Saved data entries

....

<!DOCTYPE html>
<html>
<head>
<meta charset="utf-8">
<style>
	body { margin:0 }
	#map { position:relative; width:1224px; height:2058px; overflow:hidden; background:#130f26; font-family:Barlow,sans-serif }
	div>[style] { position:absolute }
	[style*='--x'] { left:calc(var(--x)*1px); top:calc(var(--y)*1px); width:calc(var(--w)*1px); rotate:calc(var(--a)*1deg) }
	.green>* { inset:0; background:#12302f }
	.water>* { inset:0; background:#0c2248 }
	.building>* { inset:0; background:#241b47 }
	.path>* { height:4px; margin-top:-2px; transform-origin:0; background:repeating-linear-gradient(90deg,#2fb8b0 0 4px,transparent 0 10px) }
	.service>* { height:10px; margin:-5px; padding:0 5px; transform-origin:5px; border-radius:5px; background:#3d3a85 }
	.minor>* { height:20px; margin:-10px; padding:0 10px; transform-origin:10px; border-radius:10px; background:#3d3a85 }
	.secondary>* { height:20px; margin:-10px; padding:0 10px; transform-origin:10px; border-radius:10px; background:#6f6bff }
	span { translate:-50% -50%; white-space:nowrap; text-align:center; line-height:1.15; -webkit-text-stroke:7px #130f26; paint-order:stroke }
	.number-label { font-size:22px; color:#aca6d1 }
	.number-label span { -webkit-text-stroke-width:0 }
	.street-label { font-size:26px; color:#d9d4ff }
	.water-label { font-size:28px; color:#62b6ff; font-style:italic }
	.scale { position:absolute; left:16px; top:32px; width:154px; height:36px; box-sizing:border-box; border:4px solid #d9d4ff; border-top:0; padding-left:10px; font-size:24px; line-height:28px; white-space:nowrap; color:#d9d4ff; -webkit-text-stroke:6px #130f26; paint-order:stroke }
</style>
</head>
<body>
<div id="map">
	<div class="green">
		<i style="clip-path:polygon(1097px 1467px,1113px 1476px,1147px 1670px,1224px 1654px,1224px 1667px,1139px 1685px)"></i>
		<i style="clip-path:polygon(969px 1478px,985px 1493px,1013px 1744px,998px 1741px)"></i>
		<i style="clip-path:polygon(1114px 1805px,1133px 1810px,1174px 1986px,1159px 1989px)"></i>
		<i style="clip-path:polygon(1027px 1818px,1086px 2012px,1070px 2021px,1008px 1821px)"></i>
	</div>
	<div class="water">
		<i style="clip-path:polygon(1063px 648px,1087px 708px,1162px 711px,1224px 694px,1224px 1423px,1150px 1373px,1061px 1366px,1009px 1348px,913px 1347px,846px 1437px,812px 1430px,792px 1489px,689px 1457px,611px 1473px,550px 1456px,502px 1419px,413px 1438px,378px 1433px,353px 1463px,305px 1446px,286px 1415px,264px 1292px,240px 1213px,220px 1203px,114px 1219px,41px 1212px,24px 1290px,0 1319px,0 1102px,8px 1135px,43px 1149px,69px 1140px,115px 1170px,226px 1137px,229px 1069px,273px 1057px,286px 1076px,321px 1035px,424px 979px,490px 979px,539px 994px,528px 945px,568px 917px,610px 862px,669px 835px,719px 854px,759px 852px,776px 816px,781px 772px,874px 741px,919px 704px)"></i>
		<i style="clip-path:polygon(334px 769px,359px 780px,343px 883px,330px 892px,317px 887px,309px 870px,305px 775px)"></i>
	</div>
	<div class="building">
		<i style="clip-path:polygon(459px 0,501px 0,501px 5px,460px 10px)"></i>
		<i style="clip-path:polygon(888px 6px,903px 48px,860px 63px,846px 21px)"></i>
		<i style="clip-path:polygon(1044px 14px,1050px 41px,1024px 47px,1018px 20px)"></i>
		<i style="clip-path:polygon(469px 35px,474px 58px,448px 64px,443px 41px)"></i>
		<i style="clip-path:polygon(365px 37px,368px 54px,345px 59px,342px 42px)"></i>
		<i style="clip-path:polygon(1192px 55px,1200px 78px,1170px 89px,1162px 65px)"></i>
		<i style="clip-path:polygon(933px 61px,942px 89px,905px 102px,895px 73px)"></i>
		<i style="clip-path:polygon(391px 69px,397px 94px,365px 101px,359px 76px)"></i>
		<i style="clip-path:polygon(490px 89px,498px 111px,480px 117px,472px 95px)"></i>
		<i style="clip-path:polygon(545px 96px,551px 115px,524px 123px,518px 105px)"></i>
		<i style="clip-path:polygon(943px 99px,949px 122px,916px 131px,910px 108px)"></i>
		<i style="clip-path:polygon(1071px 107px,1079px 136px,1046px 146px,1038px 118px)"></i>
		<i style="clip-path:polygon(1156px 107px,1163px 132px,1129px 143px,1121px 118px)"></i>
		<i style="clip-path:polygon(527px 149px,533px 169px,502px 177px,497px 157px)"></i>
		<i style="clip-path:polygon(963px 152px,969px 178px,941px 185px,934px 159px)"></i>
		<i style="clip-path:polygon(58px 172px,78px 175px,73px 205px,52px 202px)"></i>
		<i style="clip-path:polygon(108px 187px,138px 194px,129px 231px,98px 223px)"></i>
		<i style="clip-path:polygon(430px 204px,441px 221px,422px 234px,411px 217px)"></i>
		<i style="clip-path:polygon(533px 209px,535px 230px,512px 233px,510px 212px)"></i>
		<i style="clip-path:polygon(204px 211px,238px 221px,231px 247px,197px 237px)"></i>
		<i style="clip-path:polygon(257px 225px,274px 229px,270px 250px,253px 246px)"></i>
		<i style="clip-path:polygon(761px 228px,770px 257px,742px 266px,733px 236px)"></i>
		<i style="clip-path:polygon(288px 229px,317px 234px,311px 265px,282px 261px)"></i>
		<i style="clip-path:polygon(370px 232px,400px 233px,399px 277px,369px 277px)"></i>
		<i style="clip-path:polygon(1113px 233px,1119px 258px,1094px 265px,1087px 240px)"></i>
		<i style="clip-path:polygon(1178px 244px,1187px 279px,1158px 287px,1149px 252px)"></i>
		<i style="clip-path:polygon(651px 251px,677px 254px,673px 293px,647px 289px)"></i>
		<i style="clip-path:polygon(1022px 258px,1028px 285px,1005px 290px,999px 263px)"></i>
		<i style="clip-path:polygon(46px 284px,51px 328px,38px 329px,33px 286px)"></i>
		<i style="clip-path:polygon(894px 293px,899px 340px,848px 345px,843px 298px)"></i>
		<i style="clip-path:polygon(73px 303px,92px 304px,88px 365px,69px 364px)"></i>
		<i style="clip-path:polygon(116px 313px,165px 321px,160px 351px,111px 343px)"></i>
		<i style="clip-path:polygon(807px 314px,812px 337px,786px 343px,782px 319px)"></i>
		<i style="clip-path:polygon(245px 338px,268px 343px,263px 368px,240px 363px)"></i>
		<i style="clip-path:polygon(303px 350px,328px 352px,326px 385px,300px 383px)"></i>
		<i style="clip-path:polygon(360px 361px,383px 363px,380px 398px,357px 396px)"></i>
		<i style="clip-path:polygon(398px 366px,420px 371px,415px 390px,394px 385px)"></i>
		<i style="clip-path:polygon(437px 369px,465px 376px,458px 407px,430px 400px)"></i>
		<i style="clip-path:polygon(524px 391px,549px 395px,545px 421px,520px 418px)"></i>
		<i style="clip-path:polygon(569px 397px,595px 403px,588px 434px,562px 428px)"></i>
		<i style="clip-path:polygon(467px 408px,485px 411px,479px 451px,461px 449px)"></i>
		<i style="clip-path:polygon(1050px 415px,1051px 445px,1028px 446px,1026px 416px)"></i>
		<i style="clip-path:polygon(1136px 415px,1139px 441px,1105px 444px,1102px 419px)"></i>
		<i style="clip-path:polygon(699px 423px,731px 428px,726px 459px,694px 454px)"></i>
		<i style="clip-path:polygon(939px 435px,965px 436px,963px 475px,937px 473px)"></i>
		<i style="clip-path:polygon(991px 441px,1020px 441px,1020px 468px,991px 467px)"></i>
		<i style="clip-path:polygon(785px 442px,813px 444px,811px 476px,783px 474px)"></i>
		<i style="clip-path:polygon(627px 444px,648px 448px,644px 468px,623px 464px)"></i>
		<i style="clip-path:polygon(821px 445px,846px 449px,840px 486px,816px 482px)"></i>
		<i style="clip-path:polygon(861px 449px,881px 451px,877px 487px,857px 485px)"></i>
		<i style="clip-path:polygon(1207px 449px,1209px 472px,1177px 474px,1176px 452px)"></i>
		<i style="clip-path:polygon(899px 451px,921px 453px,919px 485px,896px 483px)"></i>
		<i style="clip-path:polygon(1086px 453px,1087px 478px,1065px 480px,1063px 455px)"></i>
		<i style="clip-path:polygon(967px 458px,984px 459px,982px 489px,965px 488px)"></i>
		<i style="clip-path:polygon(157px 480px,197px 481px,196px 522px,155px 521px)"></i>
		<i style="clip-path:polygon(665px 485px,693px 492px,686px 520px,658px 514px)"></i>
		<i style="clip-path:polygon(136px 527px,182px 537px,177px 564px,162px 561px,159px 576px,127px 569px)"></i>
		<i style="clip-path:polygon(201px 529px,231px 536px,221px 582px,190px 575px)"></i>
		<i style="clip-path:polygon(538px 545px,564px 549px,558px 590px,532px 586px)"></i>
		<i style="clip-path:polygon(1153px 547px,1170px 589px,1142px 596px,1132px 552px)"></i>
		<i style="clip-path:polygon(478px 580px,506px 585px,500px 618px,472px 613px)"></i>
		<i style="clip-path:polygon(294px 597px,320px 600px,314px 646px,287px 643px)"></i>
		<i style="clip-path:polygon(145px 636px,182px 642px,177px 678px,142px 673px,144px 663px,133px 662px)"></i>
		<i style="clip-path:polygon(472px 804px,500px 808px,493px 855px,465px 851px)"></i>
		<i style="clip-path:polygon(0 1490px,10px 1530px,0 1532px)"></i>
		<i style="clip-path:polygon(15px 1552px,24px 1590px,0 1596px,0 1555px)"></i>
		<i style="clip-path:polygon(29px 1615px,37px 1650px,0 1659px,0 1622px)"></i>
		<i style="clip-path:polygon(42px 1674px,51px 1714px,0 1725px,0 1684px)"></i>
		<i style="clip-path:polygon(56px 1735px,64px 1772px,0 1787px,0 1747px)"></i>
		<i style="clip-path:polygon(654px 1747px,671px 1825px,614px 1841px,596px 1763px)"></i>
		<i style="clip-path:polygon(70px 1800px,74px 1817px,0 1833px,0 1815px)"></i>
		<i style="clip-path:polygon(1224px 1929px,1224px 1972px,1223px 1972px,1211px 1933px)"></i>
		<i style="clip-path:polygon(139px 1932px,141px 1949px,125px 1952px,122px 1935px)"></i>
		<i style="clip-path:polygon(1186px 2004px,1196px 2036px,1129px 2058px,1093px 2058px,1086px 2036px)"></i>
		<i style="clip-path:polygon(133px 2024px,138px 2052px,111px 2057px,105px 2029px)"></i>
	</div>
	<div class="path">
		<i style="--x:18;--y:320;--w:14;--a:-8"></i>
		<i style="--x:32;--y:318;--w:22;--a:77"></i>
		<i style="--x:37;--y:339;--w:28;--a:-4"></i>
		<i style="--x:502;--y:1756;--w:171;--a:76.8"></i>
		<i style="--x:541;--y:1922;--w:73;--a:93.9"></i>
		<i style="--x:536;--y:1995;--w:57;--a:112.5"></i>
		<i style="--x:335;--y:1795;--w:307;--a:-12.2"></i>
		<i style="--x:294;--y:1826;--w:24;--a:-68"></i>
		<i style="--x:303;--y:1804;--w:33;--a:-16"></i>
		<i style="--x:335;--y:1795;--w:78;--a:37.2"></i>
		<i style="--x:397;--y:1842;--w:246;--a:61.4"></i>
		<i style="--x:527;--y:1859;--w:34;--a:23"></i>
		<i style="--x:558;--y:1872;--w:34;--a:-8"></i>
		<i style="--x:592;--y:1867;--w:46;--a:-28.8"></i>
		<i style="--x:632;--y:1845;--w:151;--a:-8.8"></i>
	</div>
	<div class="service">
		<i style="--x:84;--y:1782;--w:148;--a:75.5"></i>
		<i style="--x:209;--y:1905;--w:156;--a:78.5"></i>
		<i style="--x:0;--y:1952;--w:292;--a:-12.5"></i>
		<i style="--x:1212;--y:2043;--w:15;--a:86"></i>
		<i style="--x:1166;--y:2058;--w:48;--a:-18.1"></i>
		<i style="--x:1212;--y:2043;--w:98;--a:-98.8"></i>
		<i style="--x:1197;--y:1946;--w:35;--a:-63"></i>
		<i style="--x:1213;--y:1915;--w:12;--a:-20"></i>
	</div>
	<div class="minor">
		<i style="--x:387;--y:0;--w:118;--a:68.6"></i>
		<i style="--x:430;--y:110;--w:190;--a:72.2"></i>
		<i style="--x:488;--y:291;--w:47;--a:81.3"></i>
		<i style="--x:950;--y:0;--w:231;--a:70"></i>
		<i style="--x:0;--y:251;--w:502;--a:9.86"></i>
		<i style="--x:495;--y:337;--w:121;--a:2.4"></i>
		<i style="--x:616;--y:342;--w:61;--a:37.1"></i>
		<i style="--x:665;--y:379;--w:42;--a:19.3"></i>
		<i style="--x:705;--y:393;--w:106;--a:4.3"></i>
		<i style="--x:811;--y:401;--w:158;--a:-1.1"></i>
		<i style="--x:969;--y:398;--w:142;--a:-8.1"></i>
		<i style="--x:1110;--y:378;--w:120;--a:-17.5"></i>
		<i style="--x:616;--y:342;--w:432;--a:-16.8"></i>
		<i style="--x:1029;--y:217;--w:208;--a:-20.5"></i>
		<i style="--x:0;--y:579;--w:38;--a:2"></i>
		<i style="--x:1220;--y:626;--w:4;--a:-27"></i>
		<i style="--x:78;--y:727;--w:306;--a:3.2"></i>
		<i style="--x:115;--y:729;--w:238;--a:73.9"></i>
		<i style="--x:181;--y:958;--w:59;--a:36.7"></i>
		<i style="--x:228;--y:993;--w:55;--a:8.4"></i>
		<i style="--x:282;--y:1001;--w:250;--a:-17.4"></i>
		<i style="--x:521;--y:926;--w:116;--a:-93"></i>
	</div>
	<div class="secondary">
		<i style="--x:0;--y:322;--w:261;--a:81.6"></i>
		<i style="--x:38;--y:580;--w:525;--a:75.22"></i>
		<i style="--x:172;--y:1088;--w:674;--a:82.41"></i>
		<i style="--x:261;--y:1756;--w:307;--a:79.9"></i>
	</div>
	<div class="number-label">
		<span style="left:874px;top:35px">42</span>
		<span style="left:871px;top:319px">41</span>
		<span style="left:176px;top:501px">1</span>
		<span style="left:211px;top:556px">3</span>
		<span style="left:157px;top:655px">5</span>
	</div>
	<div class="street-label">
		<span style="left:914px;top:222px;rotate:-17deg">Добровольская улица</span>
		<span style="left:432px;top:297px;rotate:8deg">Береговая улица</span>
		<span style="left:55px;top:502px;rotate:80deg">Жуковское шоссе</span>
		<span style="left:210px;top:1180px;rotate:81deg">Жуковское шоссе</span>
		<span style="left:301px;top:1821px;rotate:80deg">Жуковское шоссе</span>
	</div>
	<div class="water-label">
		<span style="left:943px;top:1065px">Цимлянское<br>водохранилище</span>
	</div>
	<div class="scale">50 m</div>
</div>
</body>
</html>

....

WHAT TO PRODUCE: Stop at the line containing "height:10px; margin:-5px; padding:0". Please print exactly every line before it from the start of the records, plus that line itself, and nothing else.

ANSWER TO THE PROBLEM:
<!DOCTYPE html>
<html>
<head>
<meta charset="utf-8">
<style>
	body { margin:0 }
	#map { position:relative; width:1224px; height:2058px; overflow:hidden; background:#130f26; font-family:Barlow,sans-serif }
	div>[style] { position:absolute }
	[style*='--x'] { left:calc(var(--x)*1px); top:calc(var(--y)*1px); width:calc(var(--w)*1px); rotate:calc(var(--a)*1deg) }
	.green>* { inset:0; background:#12302f }
	.water>* { inset:0; background:#0c2248 }
	.building>* { inset:0; background:#241b47 }
	.path>* { height:4px; margin-top:-2px; transform-origin:0; background:repeating-linear-gradient(90deg,#2fb8b0 0 4px,transparent 0 10px) }
	.service>* { height:10px; margin:-5px; padding:0 5px; transform-origin:5px; border-radius:5px; background:#3d3a85 }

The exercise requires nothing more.